In [117]:
# Install some more libs
! sudo pip install pandas
! sudo pip install matplotlib
! sudo apt-get -y install python3-tk
In [3]:
# import required libs
from revscoring.dependencies import solve
from revscoring.features import wikitext
import pandas as pd
import re
import matplotlib.pyplot as plt
import numpy as np
%matplotlib inline
In [4]:
# Load dataset
df = pd.read_csv("./data/enwiki.draft_quality.75_not_OK_sample.censored.tsv", sep="\t")
df.head()
Out[4]:
In [71]:
# The number of characters
chars = lambda x:list(solve([ wikitext.revision.chars], cache={'datasource.revision.text': x}))[0]
df["chars"] = df["censored_text"].apply(chars)
# whitespace_chars
whitespace_chars = lambda x:list(solve([ wikitext.revision.whitespace_chars], cache={'datasource.revision.text': x}))[0]

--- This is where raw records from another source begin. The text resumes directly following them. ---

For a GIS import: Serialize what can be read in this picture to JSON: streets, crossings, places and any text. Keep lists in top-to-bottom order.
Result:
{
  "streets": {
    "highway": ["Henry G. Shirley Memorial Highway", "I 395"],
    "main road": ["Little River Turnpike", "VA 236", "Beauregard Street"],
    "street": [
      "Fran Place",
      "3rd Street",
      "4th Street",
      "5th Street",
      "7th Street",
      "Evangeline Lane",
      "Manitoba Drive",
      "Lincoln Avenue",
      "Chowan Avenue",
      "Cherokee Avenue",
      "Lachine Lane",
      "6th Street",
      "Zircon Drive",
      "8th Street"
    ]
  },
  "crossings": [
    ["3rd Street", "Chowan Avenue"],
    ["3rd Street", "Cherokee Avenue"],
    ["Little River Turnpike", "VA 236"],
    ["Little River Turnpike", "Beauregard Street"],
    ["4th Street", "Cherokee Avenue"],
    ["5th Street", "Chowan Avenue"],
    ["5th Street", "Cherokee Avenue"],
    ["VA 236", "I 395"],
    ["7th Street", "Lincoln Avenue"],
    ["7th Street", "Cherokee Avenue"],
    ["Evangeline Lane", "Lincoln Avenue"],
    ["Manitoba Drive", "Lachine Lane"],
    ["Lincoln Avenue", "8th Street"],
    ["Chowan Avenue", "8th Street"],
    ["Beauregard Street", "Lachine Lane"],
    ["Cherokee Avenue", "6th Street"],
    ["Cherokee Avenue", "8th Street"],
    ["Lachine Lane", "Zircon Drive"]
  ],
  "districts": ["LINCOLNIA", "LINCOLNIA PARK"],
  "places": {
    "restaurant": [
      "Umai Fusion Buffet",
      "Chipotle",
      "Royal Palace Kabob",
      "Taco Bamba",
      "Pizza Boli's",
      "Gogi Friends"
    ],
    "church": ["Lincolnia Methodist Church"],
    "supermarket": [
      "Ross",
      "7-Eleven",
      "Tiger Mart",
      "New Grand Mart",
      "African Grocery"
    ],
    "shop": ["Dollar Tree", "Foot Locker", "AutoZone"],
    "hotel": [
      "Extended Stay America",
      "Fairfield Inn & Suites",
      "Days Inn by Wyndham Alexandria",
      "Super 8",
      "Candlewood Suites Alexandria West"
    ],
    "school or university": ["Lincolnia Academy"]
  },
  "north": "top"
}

df["whitespace_chars"] = df["censored_text"].apply(whitespace_chars)
# The number of wikitext markup characters
markup_chars = lambda x:list(solve([ wikitext.revision.markup_chars], cache={'datasource.revision.text': x}))[0]
df["markup_chars"] = df["censored_text"].apply(markup_chars)
# The number of Chinese/Japanese/Korean characters
cjk_chars = lambda x:list(solve([ wikitext.revision.cjk_chars], cache={'datasource.revision.text': x}))[0]
df["cjk_chars"] = df["censored_text"].apply(cjk_chars)
# The number of HTML entity characters
entity_chars = lambda x:list(solve([ wikitext.revision.entity_chars], cache={'datasource.revision.text': x}))[0]
df["entity_chars"] = df["censored_text"].apply(entity_chars)
# The number of URL characters
url_chars = lambda x:list(solve([ wikitext.revision.url_chars], cache={'datasource.revision.text': x}))[0]
df["url_chars"] = df["censored_text"].apply(url_chars)
# The number of word characters
word_chars = lambda x:list(solve([ wikitext.revision.word_chars], cache={'datasource.revision.text': x}))[0]
df["word_chars"] = df["censored_text"].apply(word_chars)
# The number of UPPERCASE WORD characters
uppercase_word_chars = lambda x:list(solve([ wikitext.revision.uppercase_word_chars], cache={'datasource.revision.text': x}))[0]
df["uppercase_word_chars"] = df["censored_text"].apply(uppercase_word_chars)
# The number of punctuation characters
punctuation_chars = lambda x:list(solve([ wikitext.revision.punctuation_chars], cache={'datasource.revision.text': x}))[0]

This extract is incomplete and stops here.